Monday, March 9, 2020

MARCH 9, 2020 INTRODUCTION - FINISH


Introduction Part Two
In my lifetime I have written two self-published books.  The first one was way back in the early 1980’s.  “Shedding the Cocoon of Fretting, Fussing, Stewing and Steering.”  My logo is a butterfly and a friend back then suggested that I was helping people shed their cocoons. . .of emotional distress, emotional abuse, marriage issues, communication deficits, you name it.  I also helped them to stop fretting about
everything, fussing over everything, and trying to control everything by steering at all times.  (Or, controlling everything and everyone)
The second book I wrote was a few years back. I wanted everyone to understand that unforgiveness is a real culprit to breaking apart your emotional walls and rushing in bitterness, anger, and separation.  That separation comes not only in your daily relationships but with your Holy Father God.  “Fix Your Future So It Does NOT Reflect your Past!”
Embracing Emotional Forgiveness.  You see, even though God says to forgive, and diligent Christians do like to say, “Well, I did forgive him, after all, God’s Word says to forgive.” Okay, so then why do you clinch your teeth whenever you see that person, or roll your eyes?  Do you think for one-minute God can’t see you do that?  We can forgive on a clinical side, from our head.  But have you emotionally forgiven that person?  I have used that in my Counseling practice for 25 years.  It is a counseling tool that has saved many relationships that were going down a rabbit hole and never coming back out.
There are many life situations that take us down a rabbit hole and because I have had to learn the hard way many times, my main objective here is to equip you with some possible ideas, and options that will help you practice, practice, practice learning how to get unstuck and get your joy back. . .thus the title!

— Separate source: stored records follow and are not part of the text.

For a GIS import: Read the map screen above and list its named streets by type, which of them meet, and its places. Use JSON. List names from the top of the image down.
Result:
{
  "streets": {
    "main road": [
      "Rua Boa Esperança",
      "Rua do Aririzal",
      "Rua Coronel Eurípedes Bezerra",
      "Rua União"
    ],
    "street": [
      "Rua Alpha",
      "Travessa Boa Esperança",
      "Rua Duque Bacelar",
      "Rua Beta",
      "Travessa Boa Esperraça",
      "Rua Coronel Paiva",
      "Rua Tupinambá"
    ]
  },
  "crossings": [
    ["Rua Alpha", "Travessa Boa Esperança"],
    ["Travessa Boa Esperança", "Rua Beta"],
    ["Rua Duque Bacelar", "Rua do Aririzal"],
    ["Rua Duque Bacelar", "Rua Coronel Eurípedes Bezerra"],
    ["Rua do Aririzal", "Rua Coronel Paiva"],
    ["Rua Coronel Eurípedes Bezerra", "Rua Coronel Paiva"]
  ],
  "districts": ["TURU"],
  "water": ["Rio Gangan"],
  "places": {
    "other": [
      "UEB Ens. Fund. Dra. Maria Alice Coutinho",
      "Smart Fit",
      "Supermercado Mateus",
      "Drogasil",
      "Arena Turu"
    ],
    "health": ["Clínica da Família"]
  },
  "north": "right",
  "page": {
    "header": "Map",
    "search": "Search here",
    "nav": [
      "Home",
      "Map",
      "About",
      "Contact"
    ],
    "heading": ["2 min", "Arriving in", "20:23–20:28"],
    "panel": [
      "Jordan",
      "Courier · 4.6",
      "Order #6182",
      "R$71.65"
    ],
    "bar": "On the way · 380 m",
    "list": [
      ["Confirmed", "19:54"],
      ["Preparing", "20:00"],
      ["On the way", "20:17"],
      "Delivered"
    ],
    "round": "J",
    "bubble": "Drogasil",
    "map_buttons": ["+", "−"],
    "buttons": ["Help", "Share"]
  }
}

DANCING AT THE CROSSROADS! WHAT IN THE WORLD DOES THAT LOOK LIKE?

INTRODUCTION PART # 3

      What that looks like for me, is equipping you to process those life surprises much quicker.  I want you to understand/analyze  just what is going on and how did you get drawn down into that rabbit hole.
How to check all that out with God, and then ask Him for truth about what is going on here.  To trust Him by being driven to pray harder, to leave it at the cross, to let it go, and as the Bible says; wait expectantly for His timing.  It is hard, I admit, but I can attest to learning through His word that He does get (us) you through this “life situation you are going through”.  Turning around one day and saying, Wow.  He showed up.  What a Praise, what a blessing.  Psalm 25: 4,5, and 6

Now to be clear, you can have people close to you who make a choice that impacts your life for the positive.  Dancing at the crossroads can be exciting and pleasant.  Perhaps they bring you flowers, cards, kidnap you and put you on a helicopter ride, all kinds of neat bouquets from God.  The Crossroads I am talking about is when we experience those choices in life that throw (us)you under the bus, come out of nowhere, things you didn’t see coming.  They keep you up at night, you can’t eat, you eat too much, you put the car keys in the refrigerator and the milk out on the counter.  You can’t think straight or react with maturity.  It is blank up there in that head of yours.

Here are some examples:

      *     Your teenage daughter/granddaughter gets pregnant
      *     Your son/grandson declares he is gay or wants to be a girl
      *     You are suddenly a widow or a 2 to 10 year care giver
*     Your child dies of an overdose
      *     Your parents die in a car accident together
      *     Your blended family isn’t so blended
      *     Your dream of opening a business – fails
      *     Your husband loses his important job
*     Your wife/husband tells you she/he doesn’t want to be married anymore.
*     Your son-in-law takes your daughter to court for custody.
*     Your child is raped and killed
*     Your friend betrays you and gossips about you
*     Your husband wants a divorce and gender change
*     Your live in – for 20 years, leaves and marries his girlfriend/or boyfriend. of 2 months.
*     You are diagnosed with breast cancer
*     Your husband has stage 4 colon cancer
      Do I need to go on, probably, there are all kinds of lists that you could write for me, I haven’t even gotten started here

I have been through all kinds of things I didn’t even list.   Naturally, in 38 years of counseling, I have been through another couple pages of situations that my clients were experiencing.  The worst one, was a gentleman who was married to a woman that he felt was losing her mind.  He had just found out she had not told him everything about her past.   That she had actually been married to seven other men.

One of which was a husband who was homosexual and his significant secret partner came looking to kill her.